• DATA FOR THIS EXERCISE

=== Section Start ===

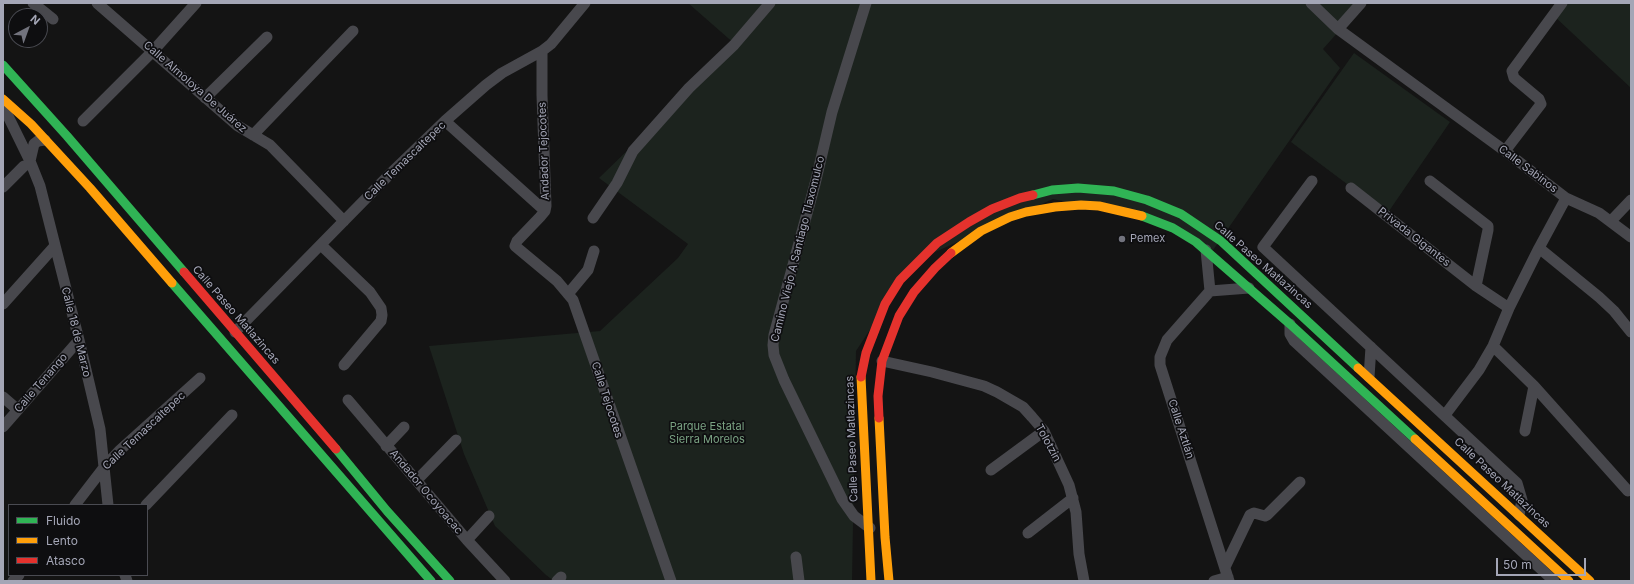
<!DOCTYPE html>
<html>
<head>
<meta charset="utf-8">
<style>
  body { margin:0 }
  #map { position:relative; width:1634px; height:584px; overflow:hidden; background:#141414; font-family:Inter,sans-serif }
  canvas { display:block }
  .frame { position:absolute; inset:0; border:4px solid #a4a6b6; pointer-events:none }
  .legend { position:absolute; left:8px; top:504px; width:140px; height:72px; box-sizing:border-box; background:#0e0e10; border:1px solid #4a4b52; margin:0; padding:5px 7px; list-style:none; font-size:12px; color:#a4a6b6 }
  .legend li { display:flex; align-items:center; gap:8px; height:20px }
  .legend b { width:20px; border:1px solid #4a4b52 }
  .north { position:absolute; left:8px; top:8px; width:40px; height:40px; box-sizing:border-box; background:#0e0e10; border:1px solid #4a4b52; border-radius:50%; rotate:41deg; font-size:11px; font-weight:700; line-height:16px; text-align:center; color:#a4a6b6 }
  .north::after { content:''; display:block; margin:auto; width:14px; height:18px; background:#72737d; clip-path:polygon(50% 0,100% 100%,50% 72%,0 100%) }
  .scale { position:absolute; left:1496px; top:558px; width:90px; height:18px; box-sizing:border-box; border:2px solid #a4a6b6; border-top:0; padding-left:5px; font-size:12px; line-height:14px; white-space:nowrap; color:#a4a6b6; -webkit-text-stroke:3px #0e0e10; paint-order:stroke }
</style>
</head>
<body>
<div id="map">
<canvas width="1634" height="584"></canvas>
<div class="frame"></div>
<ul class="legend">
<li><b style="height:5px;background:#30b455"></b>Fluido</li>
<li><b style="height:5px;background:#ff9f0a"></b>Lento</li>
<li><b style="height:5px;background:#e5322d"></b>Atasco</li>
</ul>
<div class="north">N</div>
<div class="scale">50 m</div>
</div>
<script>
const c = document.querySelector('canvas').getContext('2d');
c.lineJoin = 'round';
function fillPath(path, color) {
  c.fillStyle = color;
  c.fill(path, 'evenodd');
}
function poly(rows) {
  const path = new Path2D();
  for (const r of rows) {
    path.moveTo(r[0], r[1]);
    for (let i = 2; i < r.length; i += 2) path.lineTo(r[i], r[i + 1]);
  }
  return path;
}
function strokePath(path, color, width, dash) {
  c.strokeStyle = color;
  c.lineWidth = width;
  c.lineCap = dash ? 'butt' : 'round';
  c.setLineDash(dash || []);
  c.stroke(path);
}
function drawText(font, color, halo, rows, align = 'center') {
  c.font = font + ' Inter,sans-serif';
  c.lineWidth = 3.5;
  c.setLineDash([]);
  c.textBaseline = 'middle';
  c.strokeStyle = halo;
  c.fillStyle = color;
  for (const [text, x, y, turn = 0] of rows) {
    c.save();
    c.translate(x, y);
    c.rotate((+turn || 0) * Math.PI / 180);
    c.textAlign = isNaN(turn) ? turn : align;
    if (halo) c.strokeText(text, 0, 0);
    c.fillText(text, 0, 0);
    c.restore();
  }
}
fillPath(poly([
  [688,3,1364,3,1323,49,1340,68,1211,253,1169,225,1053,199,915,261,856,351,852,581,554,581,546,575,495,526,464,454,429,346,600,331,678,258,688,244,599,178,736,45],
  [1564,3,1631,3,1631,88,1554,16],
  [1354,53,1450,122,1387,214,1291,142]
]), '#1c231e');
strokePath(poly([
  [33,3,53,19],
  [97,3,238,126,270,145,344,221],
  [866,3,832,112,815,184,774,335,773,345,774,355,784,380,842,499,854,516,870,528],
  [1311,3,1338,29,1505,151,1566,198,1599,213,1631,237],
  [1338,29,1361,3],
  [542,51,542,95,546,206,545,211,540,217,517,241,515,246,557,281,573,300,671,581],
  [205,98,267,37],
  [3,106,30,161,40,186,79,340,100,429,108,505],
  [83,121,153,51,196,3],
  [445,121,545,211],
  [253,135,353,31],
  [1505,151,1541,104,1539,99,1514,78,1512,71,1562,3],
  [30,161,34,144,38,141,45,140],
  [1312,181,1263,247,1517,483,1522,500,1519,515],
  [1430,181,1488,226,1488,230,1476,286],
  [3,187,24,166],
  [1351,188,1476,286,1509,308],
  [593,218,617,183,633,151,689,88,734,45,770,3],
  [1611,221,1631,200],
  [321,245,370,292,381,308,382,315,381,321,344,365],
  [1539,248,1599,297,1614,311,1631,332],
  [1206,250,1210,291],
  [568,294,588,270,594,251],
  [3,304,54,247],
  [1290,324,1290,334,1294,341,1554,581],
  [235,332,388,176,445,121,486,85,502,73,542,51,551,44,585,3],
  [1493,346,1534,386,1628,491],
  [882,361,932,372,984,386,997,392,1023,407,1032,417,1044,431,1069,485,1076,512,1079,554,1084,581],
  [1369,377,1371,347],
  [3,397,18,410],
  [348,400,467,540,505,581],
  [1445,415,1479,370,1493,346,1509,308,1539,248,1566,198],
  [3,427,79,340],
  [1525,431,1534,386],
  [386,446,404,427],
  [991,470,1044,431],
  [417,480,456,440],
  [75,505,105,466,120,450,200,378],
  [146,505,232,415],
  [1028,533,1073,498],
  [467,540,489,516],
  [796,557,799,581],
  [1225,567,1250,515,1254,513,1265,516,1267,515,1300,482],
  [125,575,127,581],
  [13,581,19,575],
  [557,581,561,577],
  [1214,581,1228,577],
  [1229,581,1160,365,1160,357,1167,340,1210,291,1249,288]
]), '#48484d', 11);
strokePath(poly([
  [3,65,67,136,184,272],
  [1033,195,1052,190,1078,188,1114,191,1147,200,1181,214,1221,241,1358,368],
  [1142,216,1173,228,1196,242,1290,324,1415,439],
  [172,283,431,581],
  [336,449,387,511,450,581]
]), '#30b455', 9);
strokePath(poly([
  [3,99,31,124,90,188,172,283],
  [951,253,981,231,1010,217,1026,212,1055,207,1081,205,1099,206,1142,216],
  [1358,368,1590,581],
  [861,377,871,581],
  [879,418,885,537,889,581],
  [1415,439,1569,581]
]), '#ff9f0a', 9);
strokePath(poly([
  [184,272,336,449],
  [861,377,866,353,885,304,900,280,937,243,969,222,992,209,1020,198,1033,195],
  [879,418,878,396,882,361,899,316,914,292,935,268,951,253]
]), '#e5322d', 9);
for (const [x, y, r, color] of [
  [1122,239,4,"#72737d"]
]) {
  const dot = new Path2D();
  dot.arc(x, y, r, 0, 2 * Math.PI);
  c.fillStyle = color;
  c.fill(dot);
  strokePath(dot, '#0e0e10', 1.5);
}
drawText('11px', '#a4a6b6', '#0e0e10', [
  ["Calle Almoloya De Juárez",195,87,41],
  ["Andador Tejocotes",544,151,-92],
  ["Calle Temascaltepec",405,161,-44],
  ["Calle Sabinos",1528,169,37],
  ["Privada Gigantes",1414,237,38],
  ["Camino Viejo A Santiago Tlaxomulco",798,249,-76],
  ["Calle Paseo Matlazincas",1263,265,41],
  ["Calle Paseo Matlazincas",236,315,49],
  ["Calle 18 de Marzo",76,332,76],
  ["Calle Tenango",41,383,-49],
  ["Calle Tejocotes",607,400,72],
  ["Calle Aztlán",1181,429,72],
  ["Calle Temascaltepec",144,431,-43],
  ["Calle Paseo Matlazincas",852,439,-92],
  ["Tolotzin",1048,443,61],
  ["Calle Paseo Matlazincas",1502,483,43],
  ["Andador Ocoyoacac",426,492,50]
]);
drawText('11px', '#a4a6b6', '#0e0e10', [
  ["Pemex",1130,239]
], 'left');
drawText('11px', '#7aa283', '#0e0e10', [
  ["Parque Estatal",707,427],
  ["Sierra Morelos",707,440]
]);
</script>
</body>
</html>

=== Section End ===

• WHAT IS NEEDED
Using the data above, count every line that contains the word "canvas", then give the count and nothing more.

• OUTPUT FOR THIS EXERCISE
3